● **The problem**
In the entries below, every line with the string "inset" is to be reported.
--- Exercise input Enclosed Below ---
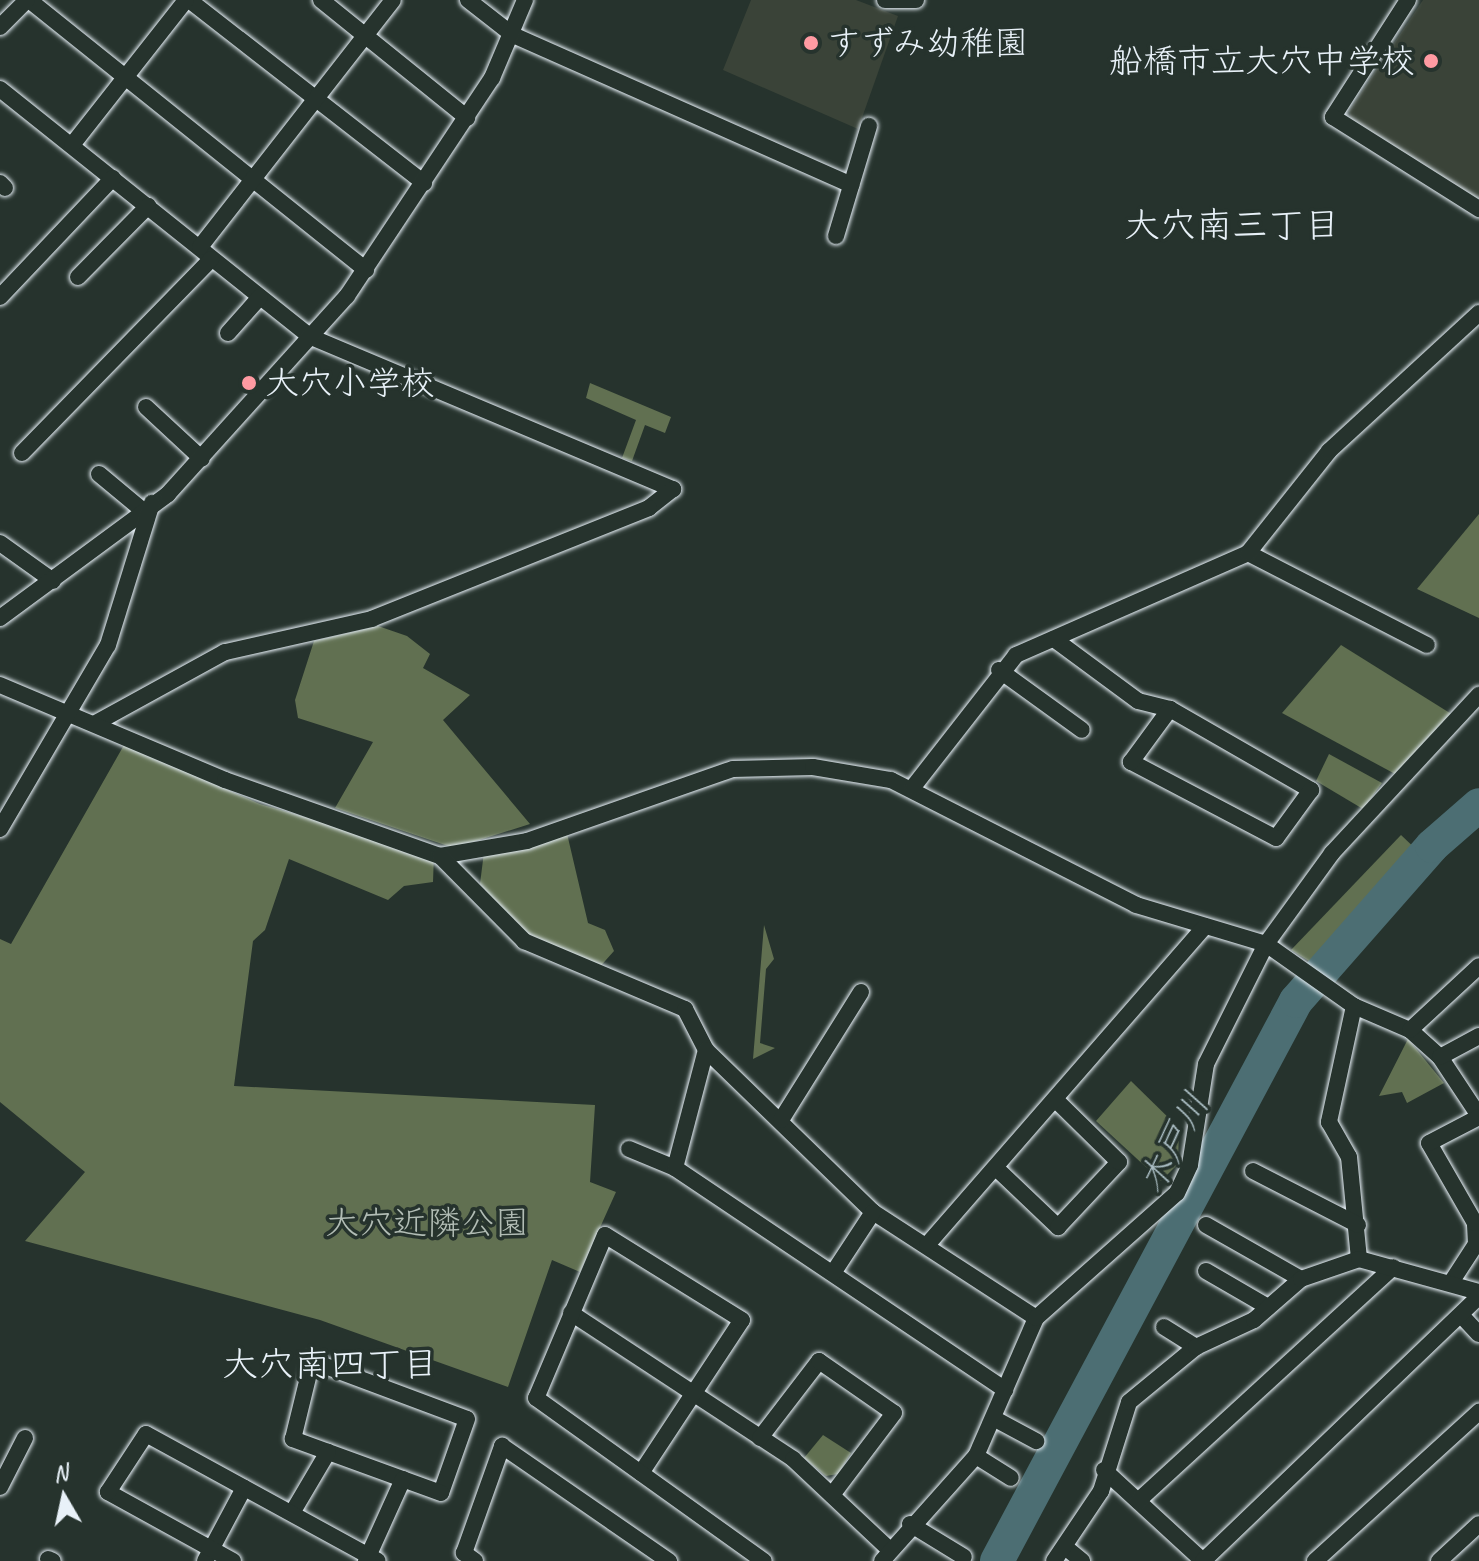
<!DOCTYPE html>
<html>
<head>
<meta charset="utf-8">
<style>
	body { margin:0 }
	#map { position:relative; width:1479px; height:1561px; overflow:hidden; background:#26332d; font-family:Caveat,"Klee One",sans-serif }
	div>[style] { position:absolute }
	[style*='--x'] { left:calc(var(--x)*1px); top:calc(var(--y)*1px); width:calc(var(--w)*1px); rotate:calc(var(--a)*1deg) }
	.built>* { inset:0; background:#3a4338 }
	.green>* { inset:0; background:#617051 }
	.river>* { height:34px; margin:-17px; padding:0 17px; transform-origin:17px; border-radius:17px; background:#4c6e73 }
	.roads { filter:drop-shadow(0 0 2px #e8f1f8) drop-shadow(0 0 2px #e8f1f8) }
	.street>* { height:16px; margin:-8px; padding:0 8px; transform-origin:8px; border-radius:8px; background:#26332d }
	.dots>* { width:22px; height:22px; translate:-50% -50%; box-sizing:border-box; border:4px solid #26332d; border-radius:50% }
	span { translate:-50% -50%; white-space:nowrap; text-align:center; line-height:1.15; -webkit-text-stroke:7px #26332d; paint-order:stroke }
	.poi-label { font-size:34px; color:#e8f1f8 }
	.left { translate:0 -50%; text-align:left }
	.right { translate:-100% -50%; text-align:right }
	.park-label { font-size:34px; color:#b2bdb5 }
	.neighbourhood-label { font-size:36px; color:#e8f1f8 }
	.water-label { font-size:36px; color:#aabdc3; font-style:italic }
	.north { position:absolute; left:24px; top:1457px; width:80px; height:80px; -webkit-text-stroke:6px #26332d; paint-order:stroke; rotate:351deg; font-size:22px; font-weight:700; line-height:32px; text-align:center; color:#e8f1f8 }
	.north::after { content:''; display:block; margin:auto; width:28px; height:36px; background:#e8f1f8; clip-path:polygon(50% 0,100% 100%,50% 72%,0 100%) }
</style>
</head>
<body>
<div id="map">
	<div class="built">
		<i style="clip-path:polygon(751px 0,856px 0,898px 16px,858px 129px,723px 70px)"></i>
		<i style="clip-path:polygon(1423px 0,1479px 0,1479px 201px,1351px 120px,1349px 111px)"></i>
	</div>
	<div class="green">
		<i style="clip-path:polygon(590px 383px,671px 417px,665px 433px,645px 425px,632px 461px,622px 458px,636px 420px,586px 398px)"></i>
		<i style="clip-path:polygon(1479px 514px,1479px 618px,1417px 589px)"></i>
		<i style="clip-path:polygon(378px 626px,407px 636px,430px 654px,423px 668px,470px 695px,443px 720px,530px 824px,454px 848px,335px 808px,373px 742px,298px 718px,295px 700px,314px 641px)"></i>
		<i style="clip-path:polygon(1341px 645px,1453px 715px,1397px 775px,1282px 713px)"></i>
		<i style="clip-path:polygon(124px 745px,260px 804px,434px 854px,433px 882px,404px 886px,388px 900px,289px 859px,265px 930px,253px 941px,234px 1086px,595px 1105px,590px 1182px,616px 1192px,580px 1272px,552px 1260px,508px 1387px,320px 1320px,25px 1241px,85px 1172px,0 1102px,0 939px,11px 944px)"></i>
		<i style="clip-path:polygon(1329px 754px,1382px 783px,1363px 809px,1316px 781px)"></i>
		<i style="clip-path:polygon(565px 825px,588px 923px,605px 930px,614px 951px,597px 970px,526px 937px,480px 884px,484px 852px)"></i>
		<i style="clip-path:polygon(1401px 835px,1420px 853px,1312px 963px,1291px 950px)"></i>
		<i style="clip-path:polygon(764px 925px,774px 959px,766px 969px,760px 1043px,775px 1048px,753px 1059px)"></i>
		<i style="clip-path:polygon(1408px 1039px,1444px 1083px,1407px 1103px,1402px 1092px,1379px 1096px)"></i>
		<i style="clip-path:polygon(1131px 1081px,1179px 1128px,1178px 1164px,1161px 1181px,1096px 1121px)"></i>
		<i style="clip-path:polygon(823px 1435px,851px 1453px,838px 1474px,826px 1476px,804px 1458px)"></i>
	</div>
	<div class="river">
		<i style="--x:997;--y:1561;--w:635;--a:-61.9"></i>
		<i style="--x:1296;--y:1001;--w:206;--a:-48.7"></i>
		<i style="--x:1432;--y:846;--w:62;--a:-41.1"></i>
	</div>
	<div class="roads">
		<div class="street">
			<i style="--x:29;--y:0;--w:432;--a:38.7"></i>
			<i style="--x:189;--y:0;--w:298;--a:37.9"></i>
			<i style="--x:321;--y:0;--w:188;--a:38.9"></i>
			<i style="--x:468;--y:0;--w:57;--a:37.9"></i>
			<i style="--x:513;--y:35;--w:370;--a:23.9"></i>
			<i style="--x:885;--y:0;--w:31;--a:0"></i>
			<i style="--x:1408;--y:0;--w:139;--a:122.7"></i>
			<i style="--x:1333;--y:117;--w:173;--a:32.2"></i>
			<i style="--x:0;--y:27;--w:38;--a:-45"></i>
			<i style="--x:0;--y:89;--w:398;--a:38.6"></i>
			<i style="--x:311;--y:337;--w:393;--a:22.8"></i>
			<i style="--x:673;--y:489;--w:31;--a:142"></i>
			<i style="--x:649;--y:508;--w:298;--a:158.2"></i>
			<i style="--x:372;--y:619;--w:151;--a:167.3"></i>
			<i style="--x:225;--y:652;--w:149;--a:151.2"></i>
			<i style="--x:72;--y:145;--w:184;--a:-51.8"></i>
			<i style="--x:0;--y:183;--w:7;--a:45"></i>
			<i style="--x:836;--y:236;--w:115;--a:-73.3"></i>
			<i style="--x:200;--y:247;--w:313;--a:-52"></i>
			<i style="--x:78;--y:277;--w:100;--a:-45.4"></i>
			<i style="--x:0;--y:297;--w:164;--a:-46.5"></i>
			<i style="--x:228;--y:333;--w:48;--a:-48.4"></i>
			<i style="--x:146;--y:407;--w:76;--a:42.9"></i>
			<i style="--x:22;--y:453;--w:271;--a:-45.7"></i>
			<i style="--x:99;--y:474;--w:55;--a:39.8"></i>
			<i style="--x:0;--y:543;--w:65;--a:35.6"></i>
			<i style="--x:1248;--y:553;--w:201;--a:27.2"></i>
			<i style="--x:0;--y:618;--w:209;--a:-36.4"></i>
			<i style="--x:168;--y:494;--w:267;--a:-47.9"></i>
			<i style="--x:347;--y:296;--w:262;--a:-56.4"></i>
			<i style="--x:492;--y:78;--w:85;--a:-67.1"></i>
			<i style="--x:1054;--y:639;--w:104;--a:36.4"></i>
			<i style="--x:1138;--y:701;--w:33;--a:14"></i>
			<i style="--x:1170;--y:709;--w:163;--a:29.9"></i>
			<i style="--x:1311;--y:790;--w:59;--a:126.1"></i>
			<i style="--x:1276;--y:838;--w:164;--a:-152.3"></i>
			<i style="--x:1131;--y:762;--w:66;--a:-53.7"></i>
			<i style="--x:999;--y:670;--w:102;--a:35.9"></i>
			<i style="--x:0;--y:685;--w:244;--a:22.9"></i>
			<i style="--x:225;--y:780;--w:228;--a:19.5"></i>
			<i style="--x:440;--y:856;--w:88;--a:-9.8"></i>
			<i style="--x:527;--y:841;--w:218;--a:-19.3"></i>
			<i style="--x:733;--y:769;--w:80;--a:-1.4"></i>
			<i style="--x:813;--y:767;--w:79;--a:9.5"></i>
			<i style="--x:891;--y:780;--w:275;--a:27"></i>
			<i style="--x:1136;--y:905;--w:136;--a:16.7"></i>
			<i style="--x:1266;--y:944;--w:108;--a:35.2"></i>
			<i style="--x:1354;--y:1006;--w:61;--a:23.2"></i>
			<i style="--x:1410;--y:1030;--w:40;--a:42"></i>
			<i style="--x:1440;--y:1057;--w:71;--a:56.5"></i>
			<i style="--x:913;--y:787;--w:167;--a:-52"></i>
			<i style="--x:1016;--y:655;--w:253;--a:-23.7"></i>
			<i style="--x:1248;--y:553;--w:130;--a:-51.5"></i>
			<i style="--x:1329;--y:451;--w:204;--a:-42.6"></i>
			<i style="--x:0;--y:829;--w:213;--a:-59.6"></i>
			<i style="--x:108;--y:645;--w:149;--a:-72.8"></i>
			<i style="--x:440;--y:856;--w:120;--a:45.3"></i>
			<i style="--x:524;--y:941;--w:175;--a:22.9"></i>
			<i style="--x:685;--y:1009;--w:46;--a:62.9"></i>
			<i style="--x:706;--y:1050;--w:233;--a:44.1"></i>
			<i style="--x:873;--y:1212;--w:194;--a:33"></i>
			<i style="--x:1354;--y:1006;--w:119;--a:102.2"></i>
			<i style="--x:1329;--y:1122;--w:40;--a:60.3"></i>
			<i style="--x:1349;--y:1157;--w:102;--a:84.4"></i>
			<i style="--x:1410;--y:1030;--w:94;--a:-42.8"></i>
			<i style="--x:1440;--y:1057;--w:44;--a:-28.3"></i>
			<i style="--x:781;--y:1120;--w:151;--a:-58"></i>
			<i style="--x:629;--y:1149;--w:50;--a:22.4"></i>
			<i style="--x:675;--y:1168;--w:398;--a:33.9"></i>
			<i style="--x:675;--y:1168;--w:122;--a:-75.3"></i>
			<i style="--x:996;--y:1168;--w:86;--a:43.6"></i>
			<i style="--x:1058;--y:1227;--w:89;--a:-46.8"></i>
			<i style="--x:1119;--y:1162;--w:86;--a:-135.5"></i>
			<i style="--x:1253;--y:1171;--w:118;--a:27.2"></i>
			<i style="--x:1206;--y:1225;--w:109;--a:29.6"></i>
			<i style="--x:927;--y:1245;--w:423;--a:-48.9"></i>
			<i style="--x:1206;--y:1271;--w:72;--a:30.1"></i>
			<i style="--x:833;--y:1273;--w:73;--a:-56.7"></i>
			<i style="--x:1452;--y:1281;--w:44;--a:-57"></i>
			<i style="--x:1476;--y:1244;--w:21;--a:-93"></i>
			<i style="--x:1475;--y:1223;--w:92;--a:-119.9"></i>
			<i style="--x:1429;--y:1143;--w:56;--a:-27.5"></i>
			<i style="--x:571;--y:1313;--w:266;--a:33.3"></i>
			<i style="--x:793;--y:1459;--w:132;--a:43.2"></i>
			<i style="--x:1461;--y:1315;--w:26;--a:47"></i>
			<i style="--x:1164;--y:1327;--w:38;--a:32"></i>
			<i style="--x:312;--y:1361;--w:165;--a:20.5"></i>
			<i style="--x:467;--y:1419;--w:78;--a:109.4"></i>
			<i style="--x:441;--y:1493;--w:158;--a:-160"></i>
			<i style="--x:293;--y:1439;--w:80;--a:-76.3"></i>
			<i style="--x:995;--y:1419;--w:47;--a:28.2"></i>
			<i style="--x:760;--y:1438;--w:97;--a:-52.5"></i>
			<i style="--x:819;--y:1361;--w:91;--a:34.7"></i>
			<i style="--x:894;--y:1413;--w:103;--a:127.1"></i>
			<i style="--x:976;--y:1456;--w:41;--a:32.2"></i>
			<i style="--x:1104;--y:1470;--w:134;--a:42.6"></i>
			<i style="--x:641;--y:1473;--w:183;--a:-56.6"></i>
			<i style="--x:742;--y:1320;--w:161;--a:-148.2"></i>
			<i style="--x:605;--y:1235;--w:177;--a:112.9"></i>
			<i style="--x:536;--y:1398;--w:280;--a:35.6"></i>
			<i style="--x:0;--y:1487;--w:55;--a:-63"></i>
			<i style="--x:1138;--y:1501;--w:346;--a:-42.5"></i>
			<i style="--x:292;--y:1513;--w:71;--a:-59.5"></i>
			<i style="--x:910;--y:1524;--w:63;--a:31.4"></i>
			<i style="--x:1065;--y:1547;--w:22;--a:39"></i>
			<i style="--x:48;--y:1559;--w:5;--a:22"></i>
			<i style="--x:205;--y:1561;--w:83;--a:-61.9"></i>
			<i style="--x:233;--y:1561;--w:143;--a:-151.1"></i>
			<i style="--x:108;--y:1492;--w:69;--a:-56.8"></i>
			<i style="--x:146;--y:1434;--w:264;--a:28.7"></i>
			<i style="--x:366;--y:1561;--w:90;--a:-65.7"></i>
			<i style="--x:475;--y:1561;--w:14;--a:-144"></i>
			<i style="--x:464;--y:1553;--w:114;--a:-70.4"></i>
			<i style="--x:502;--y:1446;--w:203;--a:34.6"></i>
			<i style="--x:882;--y:1561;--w:141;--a:-48.2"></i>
			<i style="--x:976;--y:1456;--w:150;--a:-66.5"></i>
			<i style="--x:1036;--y:1318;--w:188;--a:-41.6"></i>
			<i style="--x:1177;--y:1193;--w:31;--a:-65"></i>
			<i style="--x:1190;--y:1165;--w:102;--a:-81"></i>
			<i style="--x:1206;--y:1064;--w:134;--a:-63.4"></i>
			<i style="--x:1266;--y:944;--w:112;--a:-54"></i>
			<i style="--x:1332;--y:853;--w:216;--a:-47.1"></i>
			<i style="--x:1054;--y:1561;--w:84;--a:-56.1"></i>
			<i style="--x:1101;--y:1491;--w:93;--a:-72.5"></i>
			<i style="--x:1129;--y:1402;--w:87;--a:-39.4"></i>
			<i style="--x:1196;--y:1347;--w:64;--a:-25"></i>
			<i style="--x:1254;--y:1320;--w:62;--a:-41.1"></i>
			<i style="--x:1301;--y:1279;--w:61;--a:-19"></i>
			<i style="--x:1359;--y:1259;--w:124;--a:15.4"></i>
			<i style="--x:1203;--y:1561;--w:383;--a:-43.8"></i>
			<i style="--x:1315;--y:1561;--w:222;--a:-42.3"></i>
			<i style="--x:1439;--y:1561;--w:54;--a:-42.8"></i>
		</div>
	</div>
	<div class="dots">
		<i style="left:811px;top:43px;background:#ff9aa2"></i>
		<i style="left:1431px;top:61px;background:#ff9aa2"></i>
		<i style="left:249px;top:383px;background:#ff9aa2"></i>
	</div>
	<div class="poi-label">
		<span class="left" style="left:827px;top:43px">すずみ幼稚園</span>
		<span class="right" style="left:1415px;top:61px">船橋市立大穴中学校</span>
		<span class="left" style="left:265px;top:383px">大穴小学校</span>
	</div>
	<div class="park-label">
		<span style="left:427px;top:1223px">大穴近隣公園</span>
	</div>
	<div class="neighbourhood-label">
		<span style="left:1232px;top:226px">大穴南三丁目</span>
		<span style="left:330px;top:1365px">大穴南四丁目</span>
	</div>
	<div class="water-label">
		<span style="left:1174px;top:1143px;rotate:-62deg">木戸川</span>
	</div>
	<div class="north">N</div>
</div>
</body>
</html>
--- End of Enclosed Exercise input ---
● **Answer to the problem**
	.built>* { inset:0; background:#3a4338 }
	.green>* { inset:0; background:#617051 }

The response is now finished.